Fixar uma seção de tecido em 4% Paraformaldeído durante a noite, e, em seguida, incorporar a seção fixa na parafina. Depois de fazer seções de cinco micrômetros de espessura do tecido FFPE, monte a seção sobre as lâminas e confirme a presença de células tumorais no tecido enxertado usando H&E e imunostaining como demonstrado anteriormente. Para confirmar in vivo Erbb4 diferenças de expressão entre as duas condições experimentais, colorique o tecido fixo de formalina, embutido em parafina com anticorpos específicos de Erbb4.

Foi analisada a transdução das células do tecido tumoral periférico maligno com adenovírus. As células expressas do EGFP foram detectadas por meio de microscopia de fluorescência, e o número total de células foi determinado por meio de microscopia de contraste de fase. Após a ablação genética mediada por Cre, dependendo da eficiência da transfecção, a genotipagem pcr mostrou um nocaute genético completo e uma população heterogênea de células induzidas e não induzidas em comparação com a transdução de controle.
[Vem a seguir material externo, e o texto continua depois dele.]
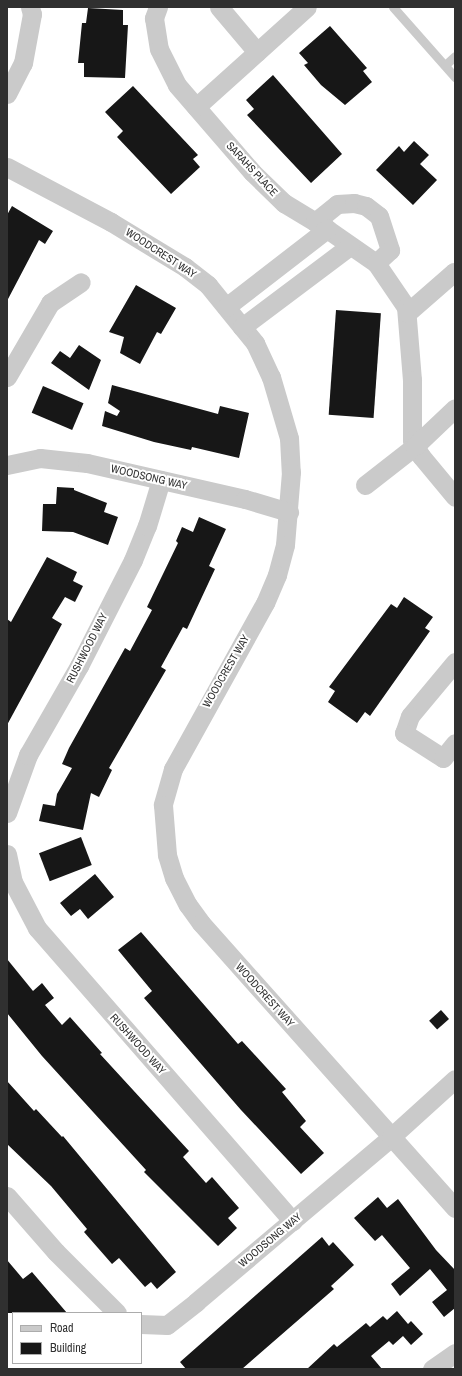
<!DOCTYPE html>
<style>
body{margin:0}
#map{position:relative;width:462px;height:1376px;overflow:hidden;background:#fff;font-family:"Archivo Narrow",sans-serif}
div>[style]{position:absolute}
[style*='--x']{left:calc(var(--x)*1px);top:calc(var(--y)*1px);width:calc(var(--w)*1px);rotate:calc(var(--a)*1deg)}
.building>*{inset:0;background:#171717;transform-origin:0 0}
.service>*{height:9px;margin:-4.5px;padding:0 4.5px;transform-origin:4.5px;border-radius:4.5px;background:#cacaca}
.minor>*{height:19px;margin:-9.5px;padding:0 9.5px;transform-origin:9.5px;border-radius:9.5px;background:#cacaca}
span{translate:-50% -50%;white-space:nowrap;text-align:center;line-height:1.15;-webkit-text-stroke:4px #fff;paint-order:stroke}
.street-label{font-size:11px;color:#303030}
.frame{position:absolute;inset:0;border:8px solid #303030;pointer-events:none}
.legend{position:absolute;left:12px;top:1312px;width:130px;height:52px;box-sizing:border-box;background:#fff;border:1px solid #acacac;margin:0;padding:5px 7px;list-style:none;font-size:12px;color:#303030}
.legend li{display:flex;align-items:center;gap:8px;height:20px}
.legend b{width:20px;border:1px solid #acacac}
</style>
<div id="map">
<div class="building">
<div style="clip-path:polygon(88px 8px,123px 10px,123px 25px,128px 25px,125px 78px,84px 77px,84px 63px,78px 63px,82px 23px,86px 23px)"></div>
<div style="clip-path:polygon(330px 26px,367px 68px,363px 71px,372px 82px,345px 105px,321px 85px,304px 65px,308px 63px,299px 53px)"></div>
<div style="clip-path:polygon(273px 75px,342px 154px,311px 183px,247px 115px,254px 109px,246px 100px)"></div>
<div style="clip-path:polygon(133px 86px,198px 155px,193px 159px,200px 167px,171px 194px,117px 137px,123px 131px,105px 112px)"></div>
<div style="clip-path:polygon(414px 141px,429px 155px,420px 164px,437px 180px,413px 205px,376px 170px,399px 146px,404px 152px)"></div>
<div style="clip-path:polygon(12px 206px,53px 231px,45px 244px,39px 240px,7px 301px,7px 215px)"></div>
<div style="clip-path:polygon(136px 285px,176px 308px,161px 334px,157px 332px,140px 364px,120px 353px,124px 337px,109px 332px)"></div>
<div style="left:336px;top:310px;width:45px;height:105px;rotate:4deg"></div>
<div style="clip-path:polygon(79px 345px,101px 360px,89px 390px,51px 363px,60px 351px,70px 358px)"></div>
<div style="clip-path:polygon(112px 385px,218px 414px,220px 406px,249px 413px,239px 458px,192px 447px,191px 450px,154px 442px,102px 426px,105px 411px,117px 416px,120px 411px,108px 403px)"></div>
<div style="left:43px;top:386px;width:44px;height:29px;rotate:23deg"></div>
<div style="clip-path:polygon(57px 487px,74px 488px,74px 490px,107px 503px,104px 512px,118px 517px,108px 545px,73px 532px,42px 531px,43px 504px,56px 504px)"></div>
<div style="clip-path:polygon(199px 517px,226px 529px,209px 566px,215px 569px,187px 629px,183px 627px,161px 667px,166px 670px,109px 768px,112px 770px,99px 797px,91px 793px,83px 830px,39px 821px,43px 804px,55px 806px,57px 794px,72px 768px,62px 764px,69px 748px,125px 648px,130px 651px,152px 610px,147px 607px,178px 543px,176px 541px,182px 527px,193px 532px)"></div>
<div style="clip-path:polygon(47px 557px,77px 572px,73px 581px,83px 586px,75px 602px,65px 597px,52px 618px,62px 624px,7px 725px,7px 619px,11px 622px)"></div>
<div style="clip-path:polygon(404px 597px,433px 617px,425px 628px,430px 631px,370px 716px,365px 712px,357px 723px,328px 702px,335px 691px,329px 687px,391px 604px,397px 608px)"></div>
<div style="left:81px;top:837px;width:30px;height:45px;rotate:69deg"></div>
<div style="clip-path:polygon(95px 874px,114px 897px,88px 919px,80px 909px,71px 916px,60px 903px)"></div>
<div style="clip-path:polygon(141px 932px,238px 1044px,242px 1041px,286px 1089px,282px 1092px,306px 1121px,300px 1127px,324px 1153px,301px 1174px,241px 1110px,144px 998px,152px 991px,118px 950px)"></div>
<div style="clip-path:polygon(7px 959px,33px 991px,42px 983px,54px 998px,45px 1005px,62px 1025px,70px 1017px,102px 1053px,100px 1054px,189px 1151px,183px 1157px,206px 1183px,212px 1177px,239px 1208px,228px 1218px,237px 1228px,218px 1246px,144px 1172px,146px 1170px,42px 1056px,7px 1013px)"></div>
<div style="left:441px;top:1010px;width:12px;height:16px;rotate:48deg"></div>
<div style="clip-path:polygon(7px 1081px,34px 1111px,36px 1109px,62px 1137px,63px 1136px,176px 1272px,157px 1289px,151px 1282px,145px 1287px,119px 1258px,112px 1264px,84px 1232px,87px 1229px,51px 1186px,7px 1144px)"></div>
<div style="clip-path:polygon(378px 1197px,387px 1208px,398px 1199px,436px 1250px,455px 1270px,455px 1308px,444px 1317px,432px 1302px,447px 1290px,430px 1269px,400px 1296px,391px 1284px,410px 1268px,382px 1235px,375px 1241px,354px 1218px)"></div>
<div style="clip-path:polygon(322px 1237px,329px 1246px,333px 1242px,354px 1265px,331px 1286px,334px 1289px,242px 1369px,186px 1369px,180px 1362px)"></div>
<div style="clip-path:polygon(7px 1260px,23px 1279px,32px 1272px,67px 1313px,7px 1313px)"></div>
<div style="clip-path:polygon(397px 1311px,408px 1324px,411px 1321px,423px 1334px,411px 1345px,403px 1336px,393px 1345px,389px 1341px,371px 1356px,382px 1369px,307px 1369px,334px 1344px,337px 1347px,366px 1323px,370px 1327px,383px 1316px,387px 1320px)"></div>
</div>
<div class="service">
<div style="--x:393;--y:7;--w:94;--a:48.5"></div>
<div style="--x:445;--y:65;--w:13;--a:-42"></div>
</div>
<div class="minor">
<div style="--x:158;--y:7;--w:12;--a:110"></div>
<div style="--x:154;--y:18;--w:31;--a:81"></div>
<div style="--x:159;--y:49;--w:40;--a:63.4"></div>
<div style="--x:177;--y:85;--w:115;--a:49.2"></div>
<div style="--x:252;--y:172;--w:45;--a:44.1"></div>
<div style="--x:284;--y:203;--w:50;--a:31.2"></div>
<div style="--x:327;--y:229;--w:60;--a:34.8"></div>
<div style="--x:376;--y:263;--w:53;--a:55.7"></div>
<div style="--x:406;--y:307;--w:73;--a:85.3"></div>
<div style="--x:412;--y:380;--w:60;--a:90"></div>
<div style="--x:412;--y:440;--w:18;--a:61"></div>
<div style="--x:421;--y:456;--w:53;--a:50.3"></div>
<div style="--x:219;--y:7;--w:59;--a:49.8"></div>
<div style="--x:7;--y:94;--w:35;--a:-63"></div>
<div style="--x:23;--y:63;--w:50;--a:-79.6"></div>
<div style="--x:32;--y:14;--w:7;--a:-106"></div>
<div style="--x:196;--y:107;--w:149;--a:-42"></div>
<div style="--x:7;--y:167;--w:118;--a:27.9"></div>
<div style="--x:111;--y:222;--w:87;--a:31.3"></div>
<div style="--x:185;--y:267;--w:29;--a:38"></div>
<div style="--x:208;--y:285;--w:54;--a:51"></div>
<div style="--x:242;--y:327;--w:21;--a:51"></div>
<div style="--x:255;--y:343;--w:38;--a:65"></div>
<div style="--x:271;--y:377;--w:64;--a:73.6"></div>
<div style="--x:289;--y:438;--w:34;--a:87"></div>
<div style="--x:291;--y:472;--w:73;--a:94.7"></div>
<div style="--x:285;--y:545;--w:31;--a:105"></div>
<div style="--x:277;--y:575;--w:30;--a:113"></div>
<div style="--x:265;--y:603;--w:190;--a:119"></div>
<div style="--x:173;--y:769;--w:37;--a:106"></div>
<div style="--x:163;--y:805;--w:50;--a:85.4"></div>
<div style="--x:167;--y:855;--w:24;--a:73"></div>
<div style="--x:174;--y:878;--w:30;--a:63"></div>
<div style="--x:188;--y:905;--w:22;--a:54"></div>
<div style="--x:201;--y:923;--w:382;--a:48.3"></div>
<div style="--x:315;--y:222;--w:28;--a:-39"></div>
<div style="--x:337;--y:204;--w:17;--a:-3"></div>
<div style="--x:354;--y:203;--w:12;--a:14"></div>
<div style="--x:366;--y:206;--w:16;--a:38"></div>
<div style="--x:379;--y:216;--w:36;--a:72"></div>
<div style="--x:390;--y:250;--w:19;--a:137"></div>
<div style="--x:226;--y:307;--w:128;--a:-37.7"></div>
<div style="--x:407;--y:313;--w:62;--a:-41.1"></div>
<div style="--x:454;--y:272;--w:1;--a:45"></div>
<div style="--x:242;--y:327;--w:135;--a:-36.9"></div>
<div style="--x:7;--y:377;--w:86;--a:-59.8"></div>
<div style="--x:50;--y:303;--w:37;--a:-34"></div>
<div style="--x:7;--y:465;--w:34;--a:-12"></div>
<div style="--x:40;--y:458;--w:47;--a:6.1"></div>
<div style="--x:87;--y:463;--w:162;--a:12.8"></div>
<div style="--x:245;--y:499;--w:46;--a:16.5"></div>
<div style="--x:365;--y:485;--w:63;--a:-38"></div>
<div style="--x:415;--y:446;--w:55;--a:-43.5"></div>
<div style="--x:455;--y:662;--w:70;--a:129.8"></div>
<div style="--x:410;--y:716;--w:18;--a:109"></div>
<div style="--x:404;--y:733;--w:46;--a:32.7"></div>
<div style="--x:443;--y:758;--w:19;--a:-51"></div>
<div style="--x:7;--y:813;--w:62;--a:-70.1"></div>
<div style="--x:28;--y:755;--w:103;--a:-60.2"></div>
<div style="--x:79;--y:666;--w:119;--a:-63"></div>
<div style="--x:133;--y:560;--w:37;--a:-68"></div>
<div style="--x:147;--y:526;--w:48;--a:-73.1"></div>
<div style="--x:7;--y:854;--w:29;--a:78"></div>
<div style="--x:13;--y:882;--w:52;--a:62.4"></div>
<div style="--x:37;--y:928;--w:389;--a:48.9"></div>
<div style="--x:7;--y:1196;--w:74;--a:48.8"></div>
<div style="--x:56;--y:1252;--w:86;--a:45"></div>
<div style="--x:141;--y:1324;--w:26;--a:2"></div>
<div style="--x:167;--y:1325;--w:37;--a:-38"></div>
<div style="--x:196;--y:1302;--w:255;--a:-40.2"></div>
<div style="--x:391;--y:1137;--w:86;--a:-42.2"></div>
<div style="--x:432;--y:1369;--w:28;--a:-35"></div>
</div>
<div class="street-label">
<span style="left:252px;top:169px;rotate:47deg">SARAHS PLACE</span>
<span style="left:161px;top:253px;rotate:33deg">WOODCREST WAY</span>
<span style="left:149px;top:477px;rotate:13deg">WOODSONG WAY</span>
<span style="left:87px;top:648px;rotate:-63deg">RUSHWOOD WAY</span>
<span style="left:226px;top:671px;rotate:-60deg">WOODCREST WAY</span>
<span style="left:265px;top:995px;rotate:48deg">WOODCREST WAY</span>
<span style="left:138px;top:1044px;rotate:48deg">RUSHWOOD WAY</span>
<span style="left:270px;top:1240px;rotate:-40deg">WOODSONG WAY</span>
</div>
<div class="frame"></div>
<ul class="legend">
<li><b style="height:5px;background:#cacaca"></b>Road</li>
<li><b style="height:11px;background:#171717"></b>Building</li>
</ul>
</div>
A histopatologia característica encontrada nos aloenxertos ortotópicos de tecidos tumorais malignos da bainha do nervo periférico em comparação com os tumores derivados dos modelos animais geneticamente modificados originais demonstrou uma diferença na morfologia celular. A ablação de Erbb4 diminuiu a densidade celular e a proliferação celular em células adeno5-CMV-Cre-ablated controlam células transduzidas adeno5-CMV-GFP. A expressão de Erbb4 nas células tumorais transduzidas com o vírus adeno5-CMV-Cre, ou vírus EGFP, foi diminuída no resultado em adeno5-CMV-Cre transduziram aloenxertos em comparação com os tumores adeno5-CMV-EGFP tratados alox.

A densidade vascular foi avaliada por meio da detecção de imunoreatividade para CD31, e os resultados representativos mostraram uma densidade vascular significativamente reduzida em aloenxertos de células transduzidas adeno5-CMV-Cre em comparação com as células transduzidas adeno5-CMV-EGFP. Após a ablação genética, as células podem ser usadas para muitos tipos diferentes de ensaios baseados em células, como proliferação, migração, crescimento 3D ou alterações de microambiente, bem como para injeções ortotópicas in vivo.